DCSIMG

Poland: Resilient does not mean isolated

Piotr BujakPolish PMI manufacturing dropped to 48.9 in May from 49.2 in April. The drop was weaker than expected (consensus and Nordea forecast was 48.5) and weaker than for the Euro-area or regional peers, which confirms the Polish economy remains quite resilient to negative external developments.

However, when digging into details of the PMI report, one can see further economic slowdown on the horizon, the same as in details of GDP figures for Q1 released yesterday (see here). While domestic new orders rebounded a bit, the sub-index for new export orders fell again further below neutral level of 50.0 and reached the lowest level since June 2009. Resilient does not mean isolated.

While Poland will most likely remain growth outperformer within the EU, it is slowing down and it is going to be a long way down with GDP growth decelerating for at least the next three quarters, to below 3% in the second half of this year.

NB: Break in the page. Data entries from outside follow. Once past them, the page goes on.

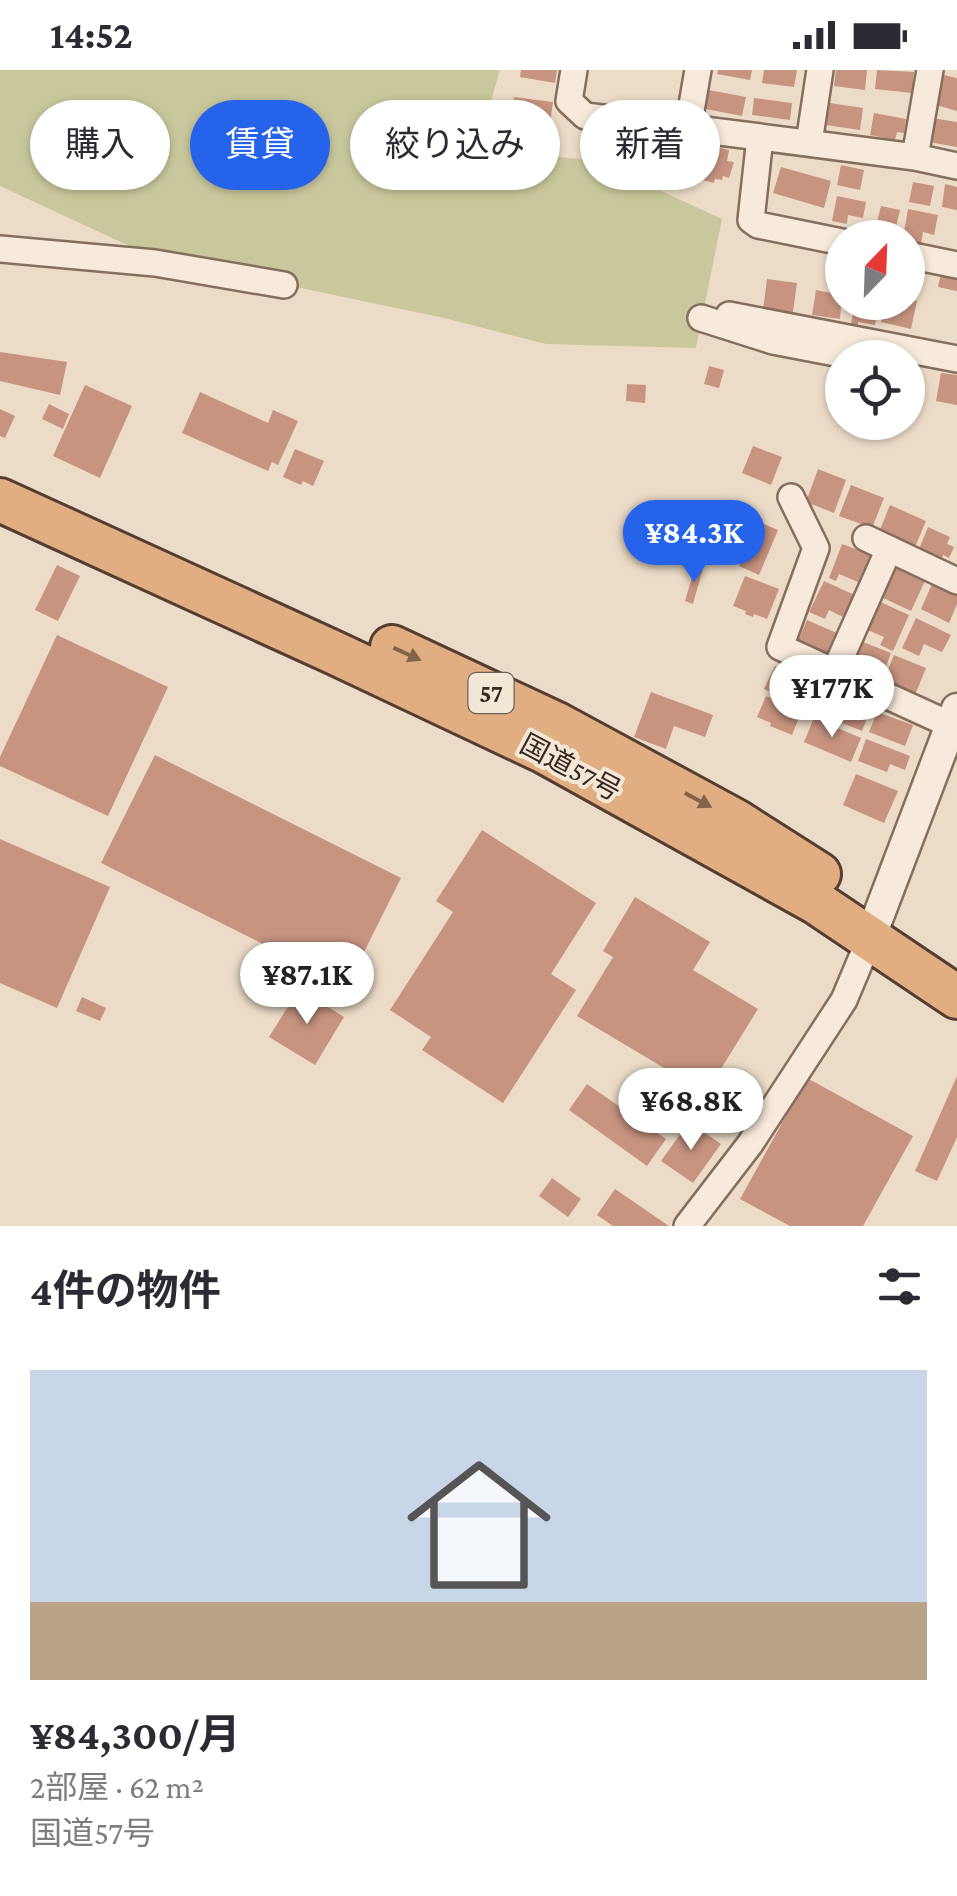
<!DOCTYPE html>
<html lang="ja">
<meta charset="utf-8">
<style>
:root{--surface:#fff;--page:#f7f7f7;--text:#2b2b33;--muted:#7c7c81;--accent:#2563eb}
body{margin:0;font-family:"Crimson Pro","Noto Sans JP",serif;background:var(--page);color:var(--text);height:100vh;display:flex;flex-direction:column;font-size:38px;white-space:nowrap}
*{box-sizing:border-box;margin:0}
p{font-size:32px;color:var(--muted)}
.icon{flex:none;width:55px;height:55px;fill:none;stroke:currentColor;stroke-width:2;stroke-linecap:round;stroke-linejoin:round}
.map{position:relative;height:1156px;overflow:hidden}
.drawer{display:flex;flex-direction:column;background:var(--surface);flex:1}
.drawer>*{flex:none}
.top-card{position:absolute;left:30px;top:30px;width:898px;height:90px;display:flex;gap:20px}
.needle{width:65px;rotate:23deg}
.controls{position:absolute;left:825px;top:150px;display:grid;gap:20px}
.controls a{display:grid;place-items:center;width:100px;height:100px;border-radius:50%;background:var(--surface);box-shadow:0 2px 8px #0004;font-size:50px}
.price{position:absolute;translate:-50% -85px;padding:0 22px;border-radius:35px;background:#fff;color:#222;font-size:32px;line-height:65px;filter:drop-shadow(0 2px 5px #0008)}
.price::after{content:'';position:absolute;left:50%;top:60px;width:30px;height:22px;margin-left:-15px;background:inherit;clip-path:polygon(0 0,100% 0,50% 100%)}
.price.active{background:var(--accent);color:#fff}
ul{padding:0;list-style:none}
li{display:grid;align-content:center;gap:20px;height:530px;padding:0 30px}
li span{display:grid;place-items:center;height:310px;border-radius:0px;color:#555}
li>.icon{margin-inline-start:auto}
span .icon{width:180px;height:180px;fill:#fffc;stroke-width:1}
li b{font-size:42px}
h2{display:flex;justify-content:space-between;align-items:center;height:120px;padding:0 30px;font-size:42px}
.chip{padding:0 35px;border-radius:45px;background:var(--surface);box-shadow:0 2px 8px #0004;font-size:35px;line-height:90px}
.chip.active{background:var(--accent);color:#fff}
.status{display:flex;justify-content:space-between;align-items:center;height:70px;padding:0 50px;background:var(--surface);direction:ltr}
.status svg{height:28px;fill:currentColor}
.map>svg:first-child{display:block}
</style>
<div class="status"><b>14:52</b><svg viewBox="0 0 49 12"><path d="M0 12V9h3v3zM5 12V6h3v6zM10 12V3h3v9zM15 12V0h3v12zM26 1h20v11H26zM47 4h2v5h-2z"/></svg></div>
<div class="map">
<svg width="957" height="1156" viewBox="0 0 957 1156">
<rect width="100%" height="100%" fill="#ecdcc7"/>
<path fill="#c9c89c" d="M0,0H500L488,41L531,85L594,90L722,149L696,278L546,274L444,248L153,187L0,116Z"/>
<path fill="#c79480" d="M521,0H557L555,13L520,7Z
M718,0H752L750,10L717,4Z
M764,0H797L794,17L762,13Z
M836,0H867L865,20L834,16Z
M877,0L914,2L912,23L875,19Z
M944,5L957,8V41L936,35Z
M709,20L746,27L742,46L706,39Z
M514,27L553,32L549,61L510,56Z
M754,28L792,33L790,50L752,45Z
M830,33L863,38L860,60L826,55Z
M874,43L906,49L904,63L897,62L895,70L870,65Z
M932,48L957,52V77L928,72Z
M693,71L729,80L727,91L734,92L729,108L723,106L722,110L715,109L714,113L688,106L689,103L675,100L682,72L692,74Z
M841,95L864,100L860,120L837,115Z
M781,97L831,111L824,138L773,123Z
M913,112L934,116L930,136L909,132Z
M945,114L957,117V140L942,137Z
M837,126L866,132L863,148L848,145L847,154L832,151Z
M881,136L900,140L894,166L875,161Z
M908,139L938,145L934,165L923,162L921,174L903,168Z
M908,194L923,197L919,214L908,211Z
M942,198L957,201V221L938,217Z
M767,209L797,213L792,249L778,247V241L763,240Z
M816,220L842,225L840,249L812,245Z
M908,229L917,231L911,259L881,252L886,232H908Z
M855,232H879L875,255L858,252V256L851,254Z
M0,282L67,292L60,325L0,311Z
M709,296L724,300L719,318L704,314Z
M941,303L957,305V335L936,331Z
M627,314L646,315L645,333L626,331Z
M85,315L132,336L100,408L53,386Z
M200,322L268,353L273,340L298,351L278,395L272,392L268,401L182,363Z
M49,334L69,344L63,359L42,349Z
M0,339L15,346L5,368L0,366Z
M753,376L782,387L771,415L742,403Z
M295,379L324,391L313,416L303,411L301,415L283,407Z
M818,399L846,410L834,443L806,432Z
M851,415L884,428L872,458L839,446Z
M890,435L926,451L915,477L879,462Z
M745,446L778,460L759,505L739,496L750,470L737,465Z
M928,457L950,467L947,474L954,477L949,488L943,485L942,489L919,479Z
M842,474L876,487L865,515L839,504L836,511L829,508Z
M57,495L80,506L58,551L35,540Z
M695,496L703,498L693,534L685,531Z
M893,496L925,511L911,541L879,526Z
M745,506L779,519L767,549L754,544L753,547L745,544L746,541L733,536Z
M824,511L859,527L849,550L829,540L825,549L809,542Z
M933,512L957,523V534L949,553L921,539Z
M876,530L909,545L893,581L880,575L884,567L863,558Z
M916,548L951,565L942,582L924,574L919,586L902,578Z
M807,550L839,564L828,589L796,575Z
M57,565L168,617L108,746L0,696V687Z
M863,572L891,583L882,608L853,597Z
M894,585L926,598L915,625L883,612Z
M775,596L811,613L801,635L764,619Z
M837,619L873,633L862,661L827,647Z
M651,622L713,645L705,667L674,656L666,679L634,667Z
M766,626L802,640L792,665L770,656L771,653L757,647Z
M877,642L913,655L905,676L869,662Z
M814,648L861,668L851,692L804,672Z
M866,669L910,686L905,700L890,694L887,702L858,691Z
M155,685L401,808L347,916L101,793Z
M856,704L898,721L884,753L843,735Z
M482,760L596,833L551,904L576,920L503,1033L422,980L431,967L390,940L453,842L436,831Z
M0,769L110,817L57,938L0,913Z
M635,827L710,872L693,900L758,939L706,1023L577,946L613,887L603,881Z
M299,919L344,947L315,995L269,967Z
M82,927L106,938L100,951L76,941Z
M957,1006V1067L937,1111L915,1101Z
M807,1008L913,1066L863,1156H790L740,1129Z
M587,1014L666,1069L647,1096L569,1040Z
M689,1052L721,1074L693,1113L661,1091Z
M552,1108L581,1129L568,1147L539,1126Z
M615,1119L669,1156H613L597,1145Z"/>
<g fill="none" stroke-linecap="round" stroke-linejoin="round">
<g stroke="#866e5e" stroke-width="30">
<path id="minor" d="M574,0L569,31L585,46L688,58
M698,0L688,58L760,67
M809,73L820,0
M915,87L957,96
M842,172L758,155L751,150L760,67L915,87L930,0
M0,179L155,193L284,215
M908,185L957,195
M729,245L957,289
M701,248L773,271L846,285
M791,427L816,478L780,577L951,655
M866,468L957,511
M834,603L889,479
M687,1156L750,1074L844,930L870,868"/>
</g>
<g stroke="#866e5e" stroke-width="35">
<path id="tertiary" d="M870,868L957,639"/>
</g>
<g stroke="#543d31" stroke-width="48">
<path id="trunk" d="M0,430L335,583L543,681L817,833L957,927
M392,577L557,654L736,751L819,804"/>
</g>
<use href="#minor" stroke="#f7eada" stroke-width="25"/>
<use href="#tertiary" stroke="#f7eada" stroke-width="30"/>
<use href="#trunk" stroke="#e0ae80" stroke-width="42"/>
</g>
<defs><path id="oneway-solid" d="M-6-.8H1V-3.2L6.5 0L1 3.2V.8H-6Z" transform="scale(2.5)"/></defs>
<g fill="#83644b">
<use href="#oneway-solid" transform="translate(407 584) rotate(25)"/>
<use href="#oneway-solid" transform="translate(698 730) rotate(28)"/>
</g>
<g text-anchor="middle" stroke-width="8" stroke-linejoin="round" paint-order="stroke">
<rect fill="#f3e7d6" stroke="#6f6157" stroke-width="2.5" x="468.5" y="603" width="45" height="40" rx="8"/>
<g font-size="25" font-weight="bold" fill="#372820">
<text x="491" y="632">57</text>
</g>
<g font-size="28" fill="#372820" stroke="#f3e7d6">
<text transform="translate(571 697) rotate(28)" y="10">国道57号</text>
</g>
</g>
</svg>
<div class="controls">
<a><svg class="needle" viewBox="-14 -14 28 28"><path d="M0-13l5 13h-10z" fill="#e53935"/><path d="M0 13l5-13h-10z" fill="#7c7c81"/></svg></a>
<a><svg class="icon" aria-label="locate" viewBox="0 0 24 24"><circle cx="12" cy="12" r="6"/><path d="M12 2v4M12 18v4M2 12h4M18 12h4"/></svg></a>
</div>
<b class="price active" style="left:694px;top:515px">¥84.3K</b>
<b class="price" style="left:832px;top:670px">¥177K</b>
<b class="price" style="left:307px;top:957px">¥87.1K</b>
<b class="price" style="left:691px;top:1083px">¥68.8K</b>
<div class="top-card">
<a class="chip">購入</a>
<a class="chip active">賃貸</a>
<a class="chip">絞り込み</a>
<a class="chip">新着</a>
</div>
</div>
<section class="drawer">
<h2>4件の物件<svg class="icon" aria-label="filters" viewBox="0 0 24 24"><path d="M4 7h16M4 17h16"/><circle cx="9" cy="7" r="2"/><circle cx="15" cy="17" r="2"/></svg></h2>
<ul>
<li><span style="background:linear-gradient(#c9d6e8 75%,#b9a48a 0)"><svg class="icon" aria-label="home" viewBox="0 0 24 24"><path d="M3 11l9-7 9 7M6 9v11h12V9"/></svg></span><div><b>¥84,300/月</b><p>2部屋 · 62 m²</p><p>国道57号</p></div></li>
</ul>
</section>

Weakening growth will challenge the finance ministry’s efforts to continue fiscal consolidation, but in our baseline scenario for GDP growth we assume the government will succeed to reduce general government deficit to 3% of GDP this year.

In my view the scale of economic slowdown will be a surprise for some of Polish central bankers. Many of them have expected Poland will experience virtually no slowdown this year, so weak numbers for next quarters may change their view on optimal monetary policy settings. Thus, I believe that rate hike in May was a single move and policy tightening will not be continued.